◆ TASK
Include in the reply only the lines from the start of the data below through the line containing "position:relative; width:2514px; height:741px;", reproduced exactly and with no pictures.

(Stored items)
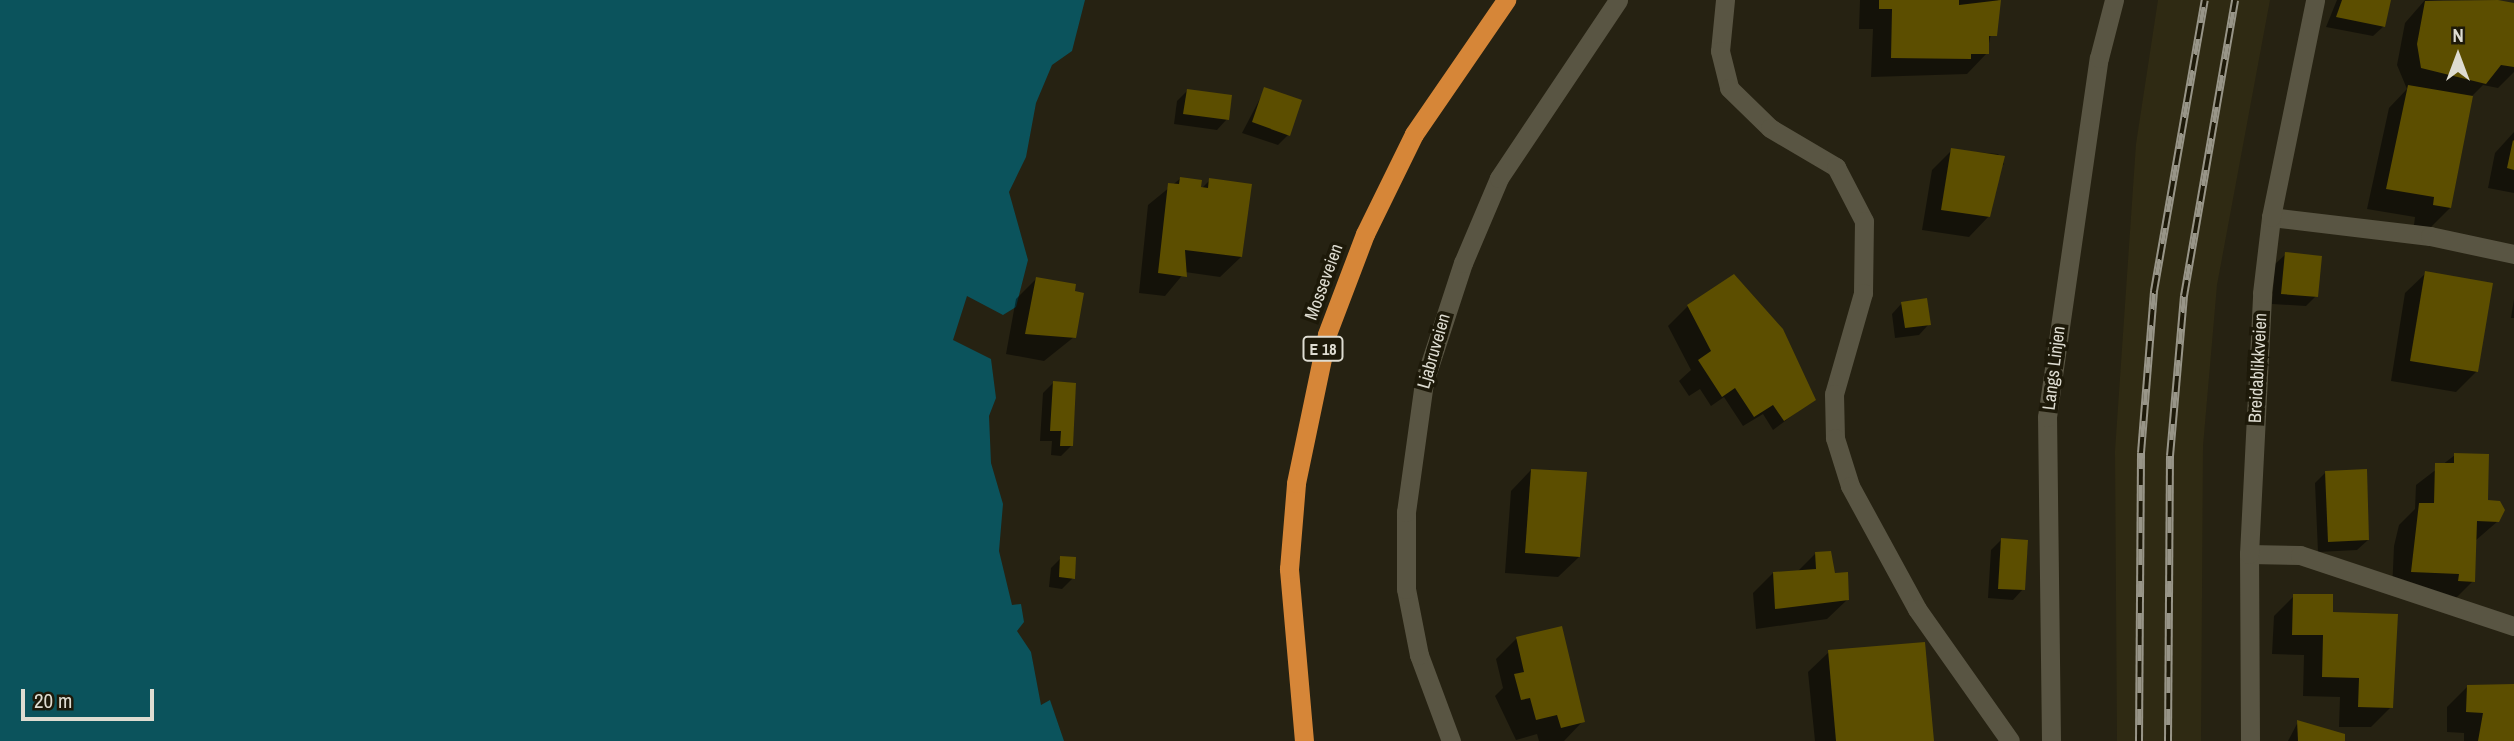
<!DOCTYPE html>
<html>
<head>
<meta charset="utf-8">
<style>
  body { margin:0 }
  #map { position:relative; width:2514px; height:741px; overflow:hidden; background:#262212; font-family:"Archivo Narrow",sans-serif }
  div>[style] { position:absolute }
  .built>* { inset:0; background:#2f2a13 }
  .water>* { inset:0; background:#0b535c }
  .shadow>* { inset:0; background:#0007 }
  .building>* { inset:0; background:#5c4e00 }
  .service>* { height:19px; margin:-9.5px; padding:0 9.5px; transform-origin:9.5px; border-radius:9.5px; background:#595543 }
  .minor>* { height:19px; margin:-9.5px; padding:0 9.5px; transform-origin:9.5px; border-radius:9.5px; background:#595543 }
  .tertiary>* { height:19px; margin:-9.5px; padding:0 9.5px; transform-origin:9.5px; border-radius:9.5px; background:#595543 }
  .trunk>* { height:19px; margin:-9.5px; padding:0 9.5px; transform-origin:9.5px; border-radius:9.5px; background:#d68638 }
  .rail>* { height:8px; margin-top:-4px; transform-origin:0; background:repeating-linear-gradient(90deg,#1d1909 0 16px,#989588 0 32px); box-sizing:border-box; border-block:2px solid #989588 }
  span { translate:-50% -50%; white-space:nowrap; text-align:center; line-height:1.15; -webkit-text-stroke:7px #1d1909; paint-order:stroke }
  .shield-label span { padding:2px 5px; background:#1d1909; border:2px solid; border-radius:5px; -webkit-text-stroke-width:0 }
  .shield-label { font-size:16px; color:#dedcd1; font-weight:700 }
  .street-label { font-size:18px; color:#dedcd1 }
  .north { position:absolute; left:2423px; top:21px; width:70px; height:70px; -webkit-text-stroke:5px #1d1909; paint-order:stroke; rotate:0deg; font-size:19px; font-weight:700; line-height:28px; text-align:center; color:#dedcd1 }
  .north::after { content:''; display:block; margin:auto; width:24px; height:32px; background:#dedcd1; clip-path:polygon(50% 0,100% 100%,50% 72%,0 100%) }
  .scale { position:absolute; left:21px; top:689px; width:133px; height:32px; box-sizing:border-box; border:4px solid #dedcd1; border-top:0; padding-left:9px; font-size:21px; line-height:24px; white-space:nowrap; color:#dedcd1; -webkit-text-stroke:5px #1d1909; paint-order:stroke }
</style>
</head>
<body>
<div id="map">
  <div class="built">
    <i style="clip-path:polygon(2158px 0,2270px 0,2217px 285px,2203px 446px,2201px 741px,2117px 741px,2115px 451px,2136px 144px)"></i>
  </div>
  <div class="water">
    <i style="clip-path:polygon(0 0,1085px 0,1072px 51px,1052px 65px,1036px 103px,1026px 157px,1009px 192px,1028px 260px,1016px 307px,1003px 315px,967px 296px,953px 340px,991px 359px,996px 398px,989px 416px,991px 463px,1003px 504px,999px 551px,1012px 605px,1021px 604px,1024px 622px,1017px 631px,1031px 652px,1041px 705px,1050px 700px,1064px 741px,0 741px)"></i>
  </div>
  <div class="shadow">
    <i style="clip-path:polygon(1860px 0,1998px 0,1987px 53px,1967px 74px,1871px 77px,1873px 29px,1859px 29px)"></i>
    <i style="clip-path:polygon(2337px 0,2389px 0,2384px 26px,2373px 36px,2326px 27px)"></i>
    <i style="clip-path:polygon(2425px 0,2514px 5px,2514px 72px,2498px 88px,2483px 85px,2471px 97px,2450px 208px,2430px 228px,2414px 225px,2415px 217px,2367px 209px,2389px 108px,2407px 89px,2397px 65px,2405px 23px)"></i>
    <i style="clip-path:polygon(1265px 89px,1288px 135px,1278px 145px,1242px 133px)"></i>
    <i style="clip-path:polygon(1187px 91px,1227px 119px,1217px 130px,1174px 124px,1177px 101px)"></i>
    <i style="clip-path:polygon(2514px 132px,2514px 193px,2488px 188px,2495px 153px)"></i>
    <i style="clip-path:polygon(1952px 150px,1998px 154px,2004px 164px,1996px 172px,1989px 216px,1969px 237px,1922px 230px,1932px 170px)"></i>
    <i style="clip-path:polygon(1181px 178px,1199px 191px,1210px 180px,1241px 257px,1220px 277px,1185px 272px,1165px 296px,1139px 293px,1148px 205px)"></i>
    <i style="clip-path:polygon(2286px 254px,2316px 296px,2306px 306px,2272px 304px,2275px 264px)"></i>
    <i style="clip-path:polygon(2426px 273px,2477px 371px,2456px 392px,2391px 381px,2405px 293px)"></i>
    <i style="clip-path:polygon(1036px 279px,1074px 337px,1044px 361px,1006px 354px,1016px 299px)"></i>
    <i style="clip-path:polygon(2514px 299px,2514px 318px,2511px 318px)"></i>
    <i style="clip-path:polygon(1902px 303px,1929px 324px,1919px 335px,1895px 338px,1892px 314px)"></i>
    <i style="clip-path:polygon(1688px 306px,1813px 400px,1773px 430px,1763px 414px,1743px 426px,1724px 397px,1711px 406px,1700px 389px,1689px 396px,1679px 381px,1691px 370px,1668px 326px)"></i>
    <i style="clip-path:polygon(1053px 383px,1071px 446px,1061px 456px,1051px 455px,1052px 441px,1040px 441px,1043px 393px)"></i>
    <i style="clip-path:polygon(2455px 455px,2498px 521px,2475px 541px,2473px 581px,2453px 601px,2392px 591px,2394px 546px,2399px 525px,2415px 509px,2416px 485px)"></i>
    <i style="clip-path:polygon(1531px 470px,1579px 557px,1558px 577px,1505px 573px,1511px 491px)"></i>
    <i style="clip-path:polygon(2326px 472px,2368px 540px,2357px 550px,2318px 552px,2315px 483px)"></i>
    <i style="clip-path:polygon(2001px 540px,2023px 589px,2013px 600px,1988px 598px,1991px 550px)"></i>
    <i style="clip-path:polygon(1816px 553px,1848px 599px,1827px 619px,1756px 629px,1753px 593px,1773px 573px,1797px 572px)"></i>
    <i style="clip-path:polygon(1061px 558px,1073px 578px,1062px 589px,1049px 587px,1051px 568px)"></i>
    <i style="clip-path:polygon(2294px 596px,2391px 707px,2371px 727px,2339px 727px,2340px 697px,2303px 696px,2304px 655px,2272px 654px,2274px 616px)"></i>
    <i style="clip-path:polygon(1561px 628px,1583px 721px,1564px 741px,1539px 741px,1537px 734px,1516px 740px,1495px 696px,1503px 688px,1496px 659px,1516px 639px)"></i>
    <i style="clip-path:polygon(1829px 652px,1932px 741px,1815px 741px,1808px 672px)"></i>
    <i style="clip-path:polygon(2514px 686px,2514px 741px,2464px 741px,2464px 733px,2447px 732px,2447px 707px,2467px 687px)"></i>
    <i style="clip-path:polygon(2298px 722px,2343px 741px,2288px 741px)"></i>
  </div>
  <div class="building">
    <i style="clip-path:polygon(1879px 0,1959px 0,1959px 5px,2001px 0,1997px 36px,1989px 36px,1989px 54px,1971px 54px,1971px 59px,1891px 58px,1892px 9px,1879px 9px)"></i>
    <i style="clip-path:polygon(2342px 0,2391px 0,2385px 27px,2336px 17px)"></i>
    <i style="clip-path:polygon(2498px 0,2514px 3px,2514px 67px,2501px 65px,2486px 84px,2421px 68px,2417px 44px,2425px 1px)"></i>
    <i style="clip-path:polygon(2408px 85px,2473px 96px,2451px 208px,2433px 205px,2434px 197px,2386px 189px)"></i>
    <i style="clip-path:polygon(1264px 87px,1302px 100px,1290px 136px,1252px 122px)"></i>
    <i style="clip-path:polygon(1187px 89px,1232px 95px,1229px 120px,1183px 114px)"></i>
    <i style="clip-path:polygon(2513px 140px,2514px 141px,2514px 170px,2507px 168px)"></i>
    <i style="clip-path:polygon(1951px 148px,2005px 156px,1990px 217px,1941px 210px)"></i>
    <i style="clip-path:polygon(1180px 177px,1202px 180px,1201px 187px,1208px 188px,1209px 178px,1252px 184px,1242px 257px,1185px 250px,1187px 277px,1158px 273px,1168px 183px,1179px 184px)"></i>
    <i style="clip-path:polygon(2285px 252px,2322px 256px,2318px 297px,2281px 294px)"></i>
    <i style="clip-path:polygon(2425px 271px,2493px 283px,2478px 372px,2410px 361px)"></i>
    <i style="clip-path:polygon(1734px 274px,1783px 329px,1816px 400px,1784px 421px,1773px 405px,1754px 417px,1735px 388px,1722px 397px,1698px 360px,1711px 351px,1687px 305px)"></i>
    <i style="clip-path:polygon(1036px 277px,1076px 284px,1075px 291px,1084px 293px,1076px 338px,1025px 334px)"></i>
    <i style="clip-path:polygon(1927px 298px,1931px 325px,1905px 328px,1901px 302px)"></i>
    <i style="clip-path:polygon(1053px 381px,1076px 383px,1073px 446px,1060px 446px,1061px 431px,1050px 431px)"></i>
    <i style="clip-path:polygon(2454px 453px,2489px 454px,2488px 500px,2500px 501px,2505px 510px,2499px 522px,2477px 521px,2475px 582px,2458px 581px,2459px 574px,2411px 572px,2419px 503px,2434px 503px,2435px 463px,2454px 463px)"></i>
    <i style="clip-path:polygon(1531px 469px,1587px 472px,1580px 557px,1525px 553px)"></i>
    <i style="clip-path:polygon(2367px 469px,2369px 540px,2328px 542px,2325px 471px)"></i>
    <i style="clip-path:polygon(2001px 538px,2028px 540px,2025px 590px,1998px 589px)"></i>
    <i style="clip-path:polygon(1831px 551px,1835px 573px,1848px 572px,1849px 600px,1775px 609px,1773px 572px,1816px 569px,1815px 552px)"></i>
    <i style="clip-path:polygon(1060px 556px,1076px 557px,1075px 579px,1059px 577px)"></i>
    <i style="clip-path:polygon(2293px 594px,2333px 594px,2333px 612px,2398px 614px,2393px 708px,2358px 707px,2359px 678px,2322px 677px,2323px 635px,2292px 635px)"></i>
    <i style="clip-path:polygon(1562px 626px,1585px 722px,1561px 728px,1557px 715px,1536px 720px,1530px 698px,1521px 700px,1514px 674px,1524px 672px,1516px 637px)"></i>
    <i style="clip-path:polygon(1925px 642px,1934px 741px,1836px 741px,1828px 650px)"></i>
    <i style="clip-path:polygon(2514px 684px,2514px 741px,2478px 741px,2483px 713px,2466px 712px,2467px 685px)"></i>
    <i style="clip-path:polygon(2297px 720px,2345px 734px,2345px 741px,2298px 741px)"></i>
  </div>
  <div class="service">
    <i style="left:1725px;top:0;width:51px;rotate:95.6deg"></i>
    <i style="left:1720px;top:51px;width:38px;rotate:76deg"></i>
    <i style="left:1729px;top:88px;width:57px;rotate:44.3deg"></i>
    <i style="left:1770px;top:128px;width:77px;rotate:30.6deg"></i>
    <i style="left:1836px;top:167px;width:61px;rotate:62.6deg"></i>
    <i style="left:1864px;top:221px;width:72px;rotate:90.8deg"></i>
    <i style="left:1863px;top:293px;width:105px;rotate:106deg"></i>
    <i style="left:1834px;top:394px;width:44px;rotate:88.7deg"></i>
    <i style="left:1835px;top:438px;width:50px;rotate:72.6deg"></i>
    <i style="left:1850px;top:486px;width:140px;rotate:61.4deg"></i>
    <i style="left:1917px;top:609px;width:161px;rotate:54.8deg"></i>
    <i style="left:2271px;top:217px;width:160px;rotate:6.8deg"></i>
    <i style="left:2430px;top:236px;width:86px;rotate:12.1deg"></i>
    <i style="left:2249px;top:554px;width:51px;rotate:1.1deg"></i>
    <i style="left:2300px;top:555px;width:225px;rotate:18.4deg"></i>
  </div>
  <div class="minor">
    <i style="left:2051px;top:741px;width:324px;rotate:-90.7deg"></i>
    <i style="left:2047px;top:417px;width:363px;rotate:-81.8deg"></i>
    <i style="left:2099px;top:58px;width:60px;rotate:-75.5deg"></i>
    <i style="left:2250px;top:741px;width:187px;rotate:-90.3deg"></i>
    <i style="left:2249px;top:554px;width:261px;rotate:-87.1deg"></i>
    <i style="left:2262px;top:293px;width:77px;rotate:-83.2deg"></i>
    <i style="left:2271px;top:217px;width:221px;rotate:-78.5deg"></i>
  </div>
  <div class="tertiary">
    <i style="left:1451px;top:741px;width:92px;rotate:-110.4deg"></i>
    <i style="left:1419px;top:655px;width:67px;rotate:-101.1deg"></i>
    <i style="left:1406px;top:589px;width:77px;rotate:-90deg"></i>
    <i style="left:1406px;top:512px;width:131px;rotate:-82.1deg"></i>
    <i style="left:1424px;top:382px;width:125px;rotate:-71.9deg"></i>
    <i style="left:1463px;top:263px;width:92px;rotate:-67deg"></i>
    <i style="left:1499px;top:178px;width:214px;rotate:-56.2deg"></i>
  </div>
  <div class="trunk">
    <i style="left:1304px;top:741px;width:173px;rotate:-95deg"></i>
    <i style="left:1289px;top:569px;width:86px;rotate:-85.3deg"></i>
    <i style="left:1296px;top:483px;width:152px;rotate:-78.2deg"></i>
    <i style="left:1327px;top:334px;width:107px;rotate:-69.2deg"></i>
    <i style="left:1365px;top:234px;width:111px;rotate:-63.9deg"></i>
    <i style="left:1414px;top:134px;width:163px;rotate:-55.5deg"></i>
  </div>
  <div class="rail">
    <i style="left:2139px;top:741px;width:288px;rotate:-89.6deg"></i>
    <i style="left:2141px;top:453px;width:163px;rotate:-85.4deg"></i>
    <i style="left:2154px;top:291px;width:295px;rotate:-80.1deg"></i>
    <i style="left:2168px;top:741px;width:285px;rotate:-89.6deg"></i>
    <i style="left:2170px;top:456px;width:161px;rotate:-85deg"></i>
    <i style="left:2184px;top:296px;width:300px;rotate:-80.2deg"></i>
  </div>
  <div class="shield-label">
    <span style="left:1323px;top:349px">E 18</span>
  </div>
  <div class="street-label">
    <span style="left:1324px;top:282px;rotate:-70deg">Mosseveien</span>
    <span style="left:1434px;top:351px;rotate:-74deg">Ljabruveien</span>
    <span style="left:2054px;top:368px;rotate:-83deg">Langs Linjen</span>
    <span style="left:2258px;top:368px;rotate:-87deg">Breidablikkveien</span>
  </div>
  <div class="north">N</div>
  <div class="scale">20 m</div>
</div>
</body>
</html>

◆ SOLUTION TO THIS TASK
<!DOCTYPE html>
<html>
<head>
<meta charset="utf-8">
<style>
  body { margin:0 }
  #map { position:relative; width:2514px; height:741px; overflow:hidden; background:#262212; font-family:"Archivo Narrow",sans-serif }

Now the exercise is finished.